Thursday, February 07, 2008

What To Tell Kids About Divorce

Divorce is extremely rough on adults. Can you imagine its impact on kids? In fact, there’s an estimated 1,075,000 children involved in divorced families. So what do you say and not say to kids when parents dissolve their marriage? Here’s some practical help.
  • Define divorce for your kids. You can help your child by telling them the truth about your divorce instead of hiding it.
  • Explain that divorce takes place after a husband and wife decide they can no longer live together and no longer want to be married.
  • Make sure your kids don’t think you’re divorcing them. From A Kid’s Guide to Divorce we learn children need to know that because their father is divorcing their mother, it does not mean he’s divorcing them as well. Even if the child lives with one parent, the parent who lives somewhere else is still that kid’s mom or dad only.
  • Tell your kids they cannot cause a divorce. Too many kids think they’re the cause of the divorce: if only they had better grades, had behaved better or helped more around the house, they could have kept their parents together. Make this perfectly clear to the kids: divorce is between moms and dads only.
  • Remind your kids they cannot fix a divorce. Your children may wish for you and your spouse to get back together or try some things to make it work, like acting like an angel at home to make mom and dad happy. That does not mean they will get back together.
  • Consult the various divorce sites concerning kids. Kids in the Middle is a non-profit organization that provides counseling, education and support for kids and families whose parents divorced. Bonus Families is a site offering kids and their families a place to go to share divorce experiences. Kids’ Divorce Help Page is one child’s view on how he made it through his parent’s divorce.Help your child through your divorce. For peace of mind pay attention to these tips on how you can help your kids through the divorce process.
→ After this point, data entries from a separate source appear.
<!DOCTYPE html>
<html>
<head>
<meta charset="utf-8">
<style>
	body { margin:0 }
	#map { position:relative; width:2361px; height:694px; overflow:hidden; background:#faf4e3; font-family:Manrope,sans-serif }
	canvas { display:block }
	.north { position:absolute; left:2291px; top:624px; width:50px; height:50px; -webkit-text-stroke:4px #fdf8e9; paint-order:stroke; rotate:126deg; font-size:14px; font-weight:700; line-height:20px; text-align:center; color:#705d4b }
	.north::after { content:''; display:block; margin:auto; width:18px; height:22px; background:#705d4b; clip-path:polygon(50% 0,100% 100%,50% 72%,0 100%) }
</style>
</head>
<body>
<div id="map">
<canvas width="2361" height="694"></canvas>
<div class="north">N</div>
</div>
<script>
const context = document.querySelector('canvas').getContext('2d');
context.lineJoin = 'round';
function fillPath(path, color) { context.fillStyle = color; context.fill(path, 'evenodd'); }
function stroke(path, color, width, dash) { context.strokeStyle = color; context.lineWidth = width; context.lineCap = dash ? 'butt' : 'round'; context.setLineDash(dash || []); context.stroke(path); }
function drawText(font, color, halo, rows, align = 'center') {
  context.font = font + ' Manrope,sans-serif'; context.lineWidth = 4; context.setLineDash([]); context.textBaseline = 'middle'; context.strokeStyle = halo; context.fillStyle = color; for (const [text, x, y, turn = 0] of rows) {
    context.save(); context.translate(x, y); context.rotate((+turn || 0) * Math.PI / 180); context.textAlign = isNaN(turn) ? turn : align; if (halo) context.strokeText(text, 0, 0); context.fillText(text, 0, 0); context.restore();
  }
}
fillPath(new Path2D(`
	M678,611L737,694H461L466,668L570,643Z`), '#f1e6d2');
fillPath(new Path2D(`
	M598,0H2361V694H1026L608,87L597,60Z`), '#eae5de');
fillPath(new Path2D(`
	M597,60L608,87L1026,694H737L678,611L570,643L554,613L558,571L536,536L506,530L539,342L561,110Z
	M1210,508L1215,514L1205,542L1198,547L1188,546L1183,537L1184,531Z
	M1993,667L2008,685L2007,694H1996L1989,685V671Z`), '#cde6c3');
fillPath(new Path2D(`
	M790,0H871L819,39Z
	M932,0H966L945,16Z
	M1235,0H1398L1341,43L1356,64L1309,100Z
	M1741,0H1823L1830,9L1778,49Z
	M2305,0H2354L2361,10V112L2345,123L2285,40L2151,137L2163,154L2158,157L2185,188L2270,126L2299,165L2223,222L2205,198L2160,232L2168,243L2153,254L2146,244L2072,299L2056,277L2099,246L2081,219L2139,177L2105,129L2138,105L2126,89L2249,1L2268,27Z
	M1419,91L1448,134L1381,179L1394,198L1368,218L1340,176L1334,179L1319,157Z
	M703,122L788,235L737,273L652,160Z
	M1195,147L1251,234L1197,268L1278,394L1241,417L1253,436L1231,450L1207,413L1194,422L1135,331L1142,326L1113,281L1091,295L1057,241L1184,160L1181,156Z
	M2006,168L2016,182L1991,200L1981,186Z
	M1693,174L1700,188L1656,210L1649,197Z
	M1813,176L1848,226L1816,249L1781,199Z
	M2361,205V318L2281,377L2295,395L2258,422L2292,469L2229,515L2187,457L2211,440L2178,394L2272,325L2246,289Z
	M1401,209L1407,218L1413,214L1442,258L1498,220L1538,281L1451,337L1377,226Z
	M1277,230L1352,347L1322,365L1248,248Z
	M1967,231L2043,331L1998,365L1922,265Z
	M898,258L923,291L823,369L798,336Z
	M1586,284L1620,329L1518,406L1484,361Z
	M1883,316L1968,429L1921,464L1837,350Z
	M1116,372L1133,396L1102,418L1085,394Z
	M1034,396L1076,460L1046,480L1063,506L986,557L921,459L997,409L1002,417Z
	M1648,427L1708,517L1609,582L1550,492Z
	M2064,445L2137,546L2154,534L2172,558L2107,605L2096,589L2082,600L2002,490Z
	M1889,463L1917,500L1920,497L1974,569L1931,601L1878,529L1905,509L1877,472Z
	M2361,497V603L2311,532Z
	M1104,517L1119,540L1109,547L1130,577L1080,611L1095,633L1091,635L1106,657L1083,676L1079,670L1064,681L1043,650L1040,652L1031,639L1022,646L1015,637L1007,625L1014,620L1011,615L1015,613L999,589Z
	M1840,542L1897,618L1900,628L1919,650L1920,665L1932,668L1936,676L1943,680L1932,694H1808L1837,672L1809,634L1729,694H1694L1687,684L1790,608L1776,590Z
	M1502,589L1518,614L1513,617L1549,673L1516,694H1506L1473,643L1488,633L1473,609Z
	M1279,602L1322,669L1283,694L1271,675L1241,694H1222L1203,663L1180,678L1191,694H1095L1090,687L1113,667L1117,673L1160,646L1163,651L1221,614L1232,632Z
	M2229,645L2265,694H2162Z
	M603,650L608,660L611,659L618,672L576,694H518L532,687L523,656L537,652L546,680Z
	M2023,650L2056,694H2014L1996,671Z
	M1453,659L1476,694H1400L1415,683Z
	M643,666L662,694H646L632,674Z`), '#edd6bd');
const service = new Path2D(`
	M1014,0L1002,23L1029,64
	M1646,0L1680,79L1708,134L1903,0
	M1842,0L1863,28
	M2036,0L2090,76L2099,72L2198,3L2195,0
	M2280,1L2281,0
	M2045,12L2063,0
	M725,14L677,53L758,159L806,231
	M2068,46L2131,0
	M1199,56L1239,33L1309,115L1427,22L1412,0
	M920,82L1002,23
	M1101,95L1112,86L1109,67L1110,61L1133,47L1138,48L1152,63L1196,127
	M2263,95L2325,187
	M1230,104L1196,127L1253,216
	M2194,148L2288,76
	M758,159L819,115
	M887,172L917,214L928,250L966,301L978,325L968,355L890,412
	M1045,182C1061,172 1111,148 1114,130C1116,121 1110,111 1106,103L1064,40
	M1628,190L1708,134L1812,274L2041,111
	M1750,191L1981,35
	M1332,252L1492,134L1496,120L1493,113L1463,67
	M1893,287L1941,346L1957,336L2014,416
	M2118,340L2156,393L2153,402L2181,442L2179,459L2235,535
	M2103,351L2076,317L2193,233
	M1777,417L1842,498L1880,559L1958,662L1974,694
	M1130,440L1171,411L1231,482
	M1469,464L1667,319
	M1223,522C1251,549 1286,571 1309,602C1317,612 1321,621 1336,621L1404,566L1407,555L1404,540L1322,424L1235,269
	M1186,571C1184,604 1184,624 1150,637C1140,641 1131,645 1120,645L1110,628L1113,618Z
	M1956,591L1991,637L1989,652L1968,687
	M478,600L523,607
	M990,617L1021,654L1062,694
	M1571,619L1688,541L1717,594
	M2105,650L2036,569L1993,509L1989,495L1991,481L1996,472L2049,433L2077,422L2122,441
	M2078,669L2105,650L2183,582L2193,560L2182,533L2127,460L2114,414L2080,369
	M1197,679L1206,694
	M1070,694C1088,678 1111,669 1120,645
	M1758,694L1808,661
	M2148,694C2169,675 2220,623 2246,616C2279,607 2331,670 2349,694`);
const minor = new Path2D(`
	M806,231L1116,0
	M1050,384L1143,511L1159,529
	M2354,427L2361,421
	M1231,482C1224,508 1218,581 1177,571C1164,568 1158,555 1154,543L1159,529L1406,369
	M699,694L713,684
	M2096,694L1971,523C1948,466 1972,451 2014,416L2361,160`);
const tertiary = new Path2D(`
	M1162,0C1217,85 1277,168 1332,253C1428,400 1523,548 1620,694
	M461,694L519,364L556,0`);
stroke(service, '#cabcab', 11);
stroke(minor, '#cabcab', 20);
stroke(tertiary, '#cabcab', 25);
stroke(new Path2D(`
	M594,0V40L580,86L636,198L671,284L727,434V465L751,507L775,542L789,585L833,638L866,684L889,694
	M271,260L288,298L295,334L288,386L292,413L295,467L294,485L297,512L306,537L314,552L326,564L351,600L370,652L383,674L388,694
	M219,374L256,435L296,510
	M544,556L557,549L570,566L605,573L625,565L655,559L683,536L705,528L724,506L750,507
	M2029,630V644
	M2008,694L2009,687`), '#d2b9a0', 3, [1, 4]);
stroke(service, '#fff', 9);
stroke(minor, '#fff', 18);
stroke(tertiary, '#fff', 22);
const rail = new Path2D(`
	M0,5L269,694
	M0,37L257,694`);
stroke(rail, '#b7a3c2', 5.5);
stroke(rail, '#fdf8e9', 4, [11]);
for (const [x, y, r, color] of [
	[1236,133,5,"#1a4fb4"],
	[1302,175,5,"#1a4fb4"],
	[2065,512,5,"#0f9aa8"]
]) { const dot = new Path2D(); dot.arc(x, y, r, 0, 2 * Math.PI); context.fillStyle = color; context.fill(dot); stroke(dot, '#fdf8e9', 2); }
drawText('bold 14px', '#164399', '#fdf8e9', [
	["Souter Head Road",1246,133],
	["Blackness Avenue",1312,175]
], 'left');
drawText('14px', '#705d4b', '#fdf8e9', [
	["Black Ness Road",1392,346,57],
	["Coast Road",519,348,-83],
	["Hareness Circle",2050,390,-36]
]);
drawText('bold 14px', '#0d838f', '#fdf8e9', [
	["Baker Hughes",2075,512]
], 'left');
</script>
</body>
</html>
  • Listen quietly. Children have questions and feelings about their parent’s divorce. Many parents have a hard time listening to their children talk without wanting to interrupt. Children need to be heard.
  • Reassure your children of personal safety. Kids are concerned once their parents divorce there will not be a place for them to live or enough food or clothing.
  • Don’t put your child in the middle . It is wise not to say anything negative about your ex within ear-shot of your child. Children must be able to love both parents. If there is information you feel you must know, go to your spouse and ask them directly and not through your child.
  • Make sure the kids know both parents love them. Just because dad and mom don’t have the same feelings of love for each other, that does not mean the kids are not loved.
  • Let them know who they will be living with. Keep the kids informed on any details that include them. Of course, how detailed you are about what is taking place depends on their age.
  • No blame should be assigned to either parent for the separation. It isn’t healthy for a child to think there is a good parent and a bad a parent.